In a world that measures an artist’s worth in numbers of products sold or streamed, Albert Lee is not a star. But he gets a standing ovation before he hits a note at the Strand. He turned 78 four days before Christmas. He’s a road warrior who casually mentions to us that he spent 23 years – most of them as music director – with Don and Phil Everly, both now gone. He got the job after Clapton fired him. He announced most songs by announcing who had originated them: Hoyt Axton, Carl Perkins, Rodney Crowell, John Stewart, Emmylou Harris, Ray Charles, Chuck Berry, and Rickey Skaggs. Skaggs had a hit with Lee’s own “Country Boy,” Lee’s one charted hit and the centerpiece of his two-hour set. 

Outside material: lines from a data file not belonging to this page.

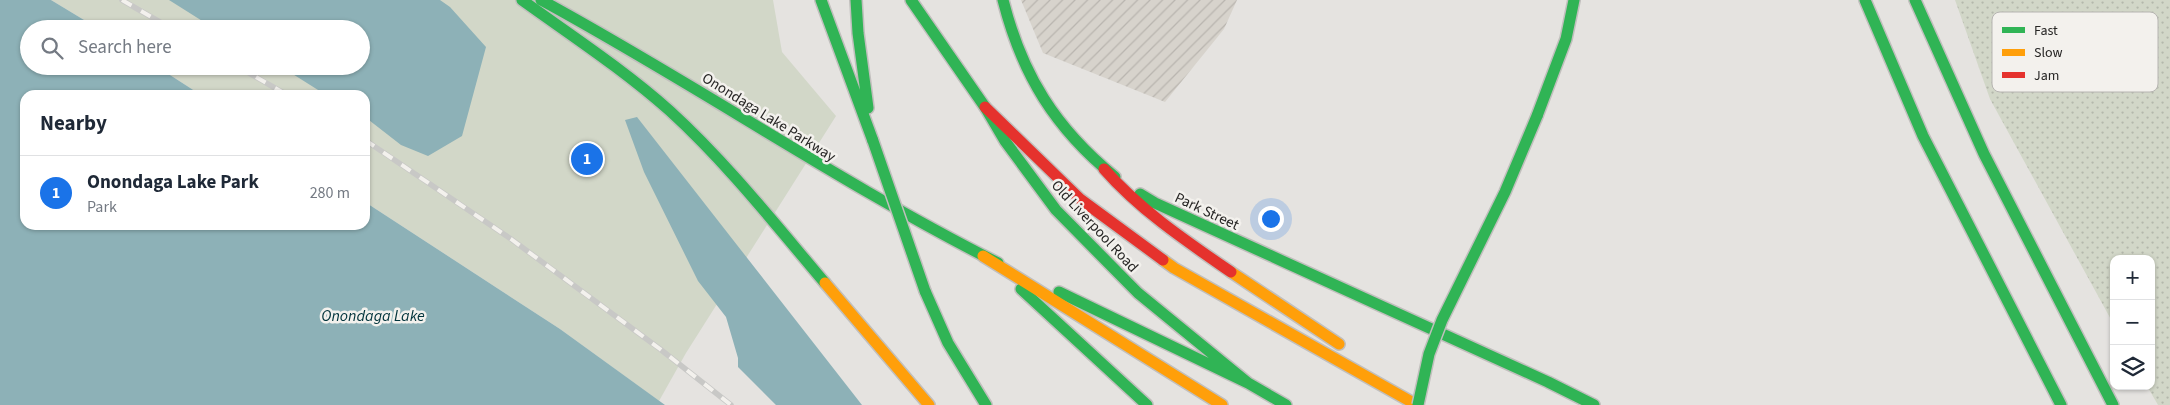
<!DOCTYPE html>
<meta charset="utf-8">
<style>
body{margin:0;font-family:"Source Sans 3",sans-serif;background:#f2f2f3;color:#1f2937}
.controls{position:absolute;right:15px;bottom:15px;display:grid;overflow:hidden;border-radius:10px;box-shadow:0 1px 4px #0004}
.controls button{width:45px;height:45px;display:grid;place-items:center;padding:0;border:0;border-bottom:1px solid #e0e1e3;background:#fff;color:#1f2937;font:25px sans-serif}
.you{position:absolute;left:1270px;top:218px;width:18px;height:18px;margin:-12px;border:4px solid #fff;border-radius:50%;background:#1a73e8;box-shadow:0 0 0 8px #1a73e833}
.badge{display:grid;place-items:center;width:32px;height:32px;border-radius:50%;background:#1a73e8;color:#fff;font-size:16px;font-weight:700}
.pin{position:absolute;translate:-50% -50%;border:2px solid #fff;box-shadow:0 1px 5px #0006}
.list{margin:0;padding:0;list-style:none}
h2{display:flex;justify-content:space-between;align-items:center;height:65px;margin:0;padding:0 20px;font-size:21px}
h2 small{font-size:16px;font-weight:400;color:#747a83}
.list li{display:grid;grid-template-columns:32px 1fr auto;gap:15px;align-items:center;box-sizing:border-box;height:75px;padding:0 20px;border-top:1px solid #e0e1e3}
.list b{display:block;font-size:19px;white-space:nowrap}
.list p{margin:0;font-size:16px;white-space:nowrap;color:#747a83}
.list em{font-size:16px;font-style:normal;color:#747a83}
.icon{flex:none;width:28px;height:28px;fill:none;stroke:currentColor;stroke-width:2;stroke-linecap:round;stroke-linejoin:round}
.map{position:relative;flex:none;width:2170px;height:405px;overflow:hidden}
.search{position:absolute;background:#fff;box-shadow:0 1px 4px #0004;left:20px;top:20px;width:350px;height:55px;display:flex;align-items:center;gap:12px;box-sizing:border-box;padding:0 18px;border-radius:28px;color:#747a83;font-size:19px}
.panel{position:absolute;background:#fff;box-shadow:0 1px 4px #0004;left:20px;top:90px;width:350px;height:140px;border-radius:15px}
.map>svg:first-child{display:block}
.industrial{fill:url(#industrial-furrows)}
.grass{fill:url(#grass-dots)}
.park{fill:#d2d7c8}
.water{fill:#8db1b7}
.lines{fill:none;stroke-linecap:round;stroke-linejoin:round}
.fast-casing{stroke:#c1bfbd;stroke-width:14}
.slow-casing{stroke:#c1bfbd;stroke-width:14}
.jam-casing{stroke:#c1bfbd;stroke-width:14}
.fast{stroke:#30b455;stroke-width:11}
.slow{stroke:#ff9f0a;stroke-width:11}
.jam{stroke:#e5322d;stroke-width:11}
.rail-casing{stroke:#c8c8c6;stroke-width:5.5}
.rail{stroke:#f3f1ed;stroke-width:4;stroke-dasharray:11;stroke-linecap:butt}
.fast-bridge-casing{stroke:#c1bfbd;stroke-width:14;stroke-linecap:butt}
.fast-bridge{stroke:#30b455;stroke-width:11}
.labels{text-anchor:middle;stroke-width:5;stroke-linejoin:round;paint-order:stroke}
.street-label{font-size:15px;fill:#272625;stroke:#f3f1ed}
.water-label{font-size:16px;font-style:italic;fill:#00333b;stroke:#f3f1ed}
.key{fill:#f3f1ed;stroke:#b6b4b1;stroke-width:1}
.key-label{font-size:14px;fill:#272625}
</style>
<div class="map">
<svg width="2170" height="405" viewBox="0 0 2170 405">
<defs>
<pattern id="industrial-furrows" width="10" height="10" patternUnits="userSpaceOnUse" patternTransform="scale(1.25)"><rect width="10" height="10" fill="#d7d3cc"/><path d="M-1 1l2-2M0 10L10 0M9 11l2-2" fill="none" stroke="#b9b5af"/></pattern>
<pattern id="grass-dots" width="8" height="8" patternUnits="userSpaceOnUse" patternTransform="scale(1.25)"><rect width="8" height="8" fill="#d2d7c8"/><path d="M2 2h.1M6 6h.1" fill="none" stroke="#b4b8ac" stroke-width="1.8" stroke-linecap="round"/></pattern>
</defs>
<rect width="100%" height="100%" fill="#e5e3e0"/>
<path class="industrial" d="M1021,0H1237L1224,29L1165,102L1043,53Z"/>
<path class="grass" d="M1955,0H2170V405H2158L2147,386H2151V259H2114V325L1990,99Z"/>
<path class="park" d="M51,0H773L782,52L836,116L686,353L659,401L560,329L365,202V95H201L156,66H361V29H99Z"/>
<path class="water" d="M0,0H51L99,29H29V66H156L201,95H25V225H365V202L560,329L665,405H0Z
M169,0H440L450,7L486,47L462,136L428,156L401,145L365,117V95H326L280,66H361V29H215Z
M637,117L862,405H776L738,367V358L726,317L698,281L644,172L625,120Z"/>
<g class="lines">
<defs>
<path id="fast" d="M522,0C572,36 624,70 670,111C727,163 775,224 825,283
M541,0C696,84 841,184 998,263
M821,0L873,141
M856,0L858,33L868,108
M911,0L985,107L1005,141L1056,210L1138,293L1248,383L1286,405
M1003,0C1022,75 1055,128 1115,177
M1865,0L1923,136L2061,405
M1915,0L1984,154L2113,405
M1537,116L1566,39L1574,0
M1140,194L1155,203L1548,382L1594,405
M1021,289L1147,405
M925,291L948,343L986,405
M1059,292L1248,383"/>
<path id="slow" d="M983,256L1222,405
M1163,260L1174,268L1417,405
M1231,272L1339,344
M825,283L929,405"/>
<path id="jam" d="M985,107L1080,199L1163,260
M1104,169C1140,210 1186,241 1231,272"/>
</defs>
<use href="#fast" class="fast-casing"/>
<use href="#slow" class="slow-casing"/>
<use href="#jam" class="jam-casing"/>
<use href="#fast" class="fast"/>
<use href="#slow" class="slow"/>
<use href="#jam" class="jam"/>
<defs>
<path id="rail" d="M122,0L172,29
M237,66L287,95
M365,140L511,239L660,349L731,405"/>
</defs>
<use href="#rail" class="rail-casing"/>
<use href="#rail" class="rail"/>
<defs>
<path id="fast-bridge" d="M873,141L925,291
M1418,405L1429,354L1442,320L1505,192L1537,116"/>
</defs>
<use href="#fast-bridge" class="fast-bridge-casing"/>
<use href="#fast-bridge" class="fast-bridge"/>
</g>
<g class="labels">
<g class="street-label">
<text transform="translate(769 117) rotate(32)" y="5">Onondaga Lake Parkway</text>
<text transform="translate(1207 211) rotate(25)" y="5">Park Street</text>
<text transform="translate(1095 226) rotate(47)" y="5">Old Liverpool Road</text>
</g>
<g class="water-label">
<text x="373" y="321">Onondaga Lake</text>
</g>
</g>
<rect x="1992" y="12" width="166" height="80" rx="8" class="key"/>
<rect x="2002" y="27" width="23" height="6" fill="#30b455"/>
<rect x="2002" y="49" width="23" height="7" fill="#ff9f0a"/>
<rect x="2002" y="72" width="23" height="6" fill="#e5322d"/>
<g class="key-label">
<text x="2034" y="35">Fast</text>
<text x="2034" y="57">Slow</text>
<text x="2034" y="80">Jam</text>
</g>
</svg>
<div class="controls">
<button>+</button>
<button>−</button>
<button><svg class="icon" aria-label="layers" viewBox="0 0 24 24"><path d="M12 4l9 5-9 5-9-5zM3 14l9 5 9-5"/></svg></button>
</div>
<div class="you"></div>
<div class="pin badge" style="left:587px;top:159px">1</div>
<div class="search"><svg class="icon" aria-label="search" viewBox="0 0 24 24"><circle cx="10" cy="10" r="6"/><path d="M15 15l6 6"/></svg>Search here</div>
<section class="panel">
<h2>Nearby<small></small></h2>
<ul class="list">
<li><span class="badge">1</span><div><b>Onondaga Lake Park</b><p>Park</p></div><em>280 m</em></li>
</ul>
</section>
</div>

His band consists of father keyboardist T.J. Thomas and his son John on drums. T.J. plays with a Yamaha keyboard throwing his entire body into it. He also plays accordion, his almost two-foot-long goatee threatening to get caught in the keyboard. Albert is dressed in black slacks and a black shirt, his white hair in a tangle that telegraphs his age as an old rocker. He plays guitar with a whammy bar and no pedal effects. It’s all in his fingers, thank you. 

Photo by Stephanie Revely

Jonathan Newell, the Renaissance keeper of the flames that is the Strand, opened the show with his Strand House Band that did a 30-minute set of ’60s rock anthems that included “Jumpin’ Jack Flash,” “Angie,” “Miss You,” and “My Guitar Gently Weeps.” Newell put just enough of his own mojo into lead guitar, keyboards, and vocals to make them fresh. Albert Lee joined them at the end of the set, and Jonathan came up to me after the show grinning from ear to ear. “I played with Albert Lee,” he said as if to remind himself that he wasn’t dreaming. 

This was no dream, but rather the collective effort of a real community with all chakras functioning.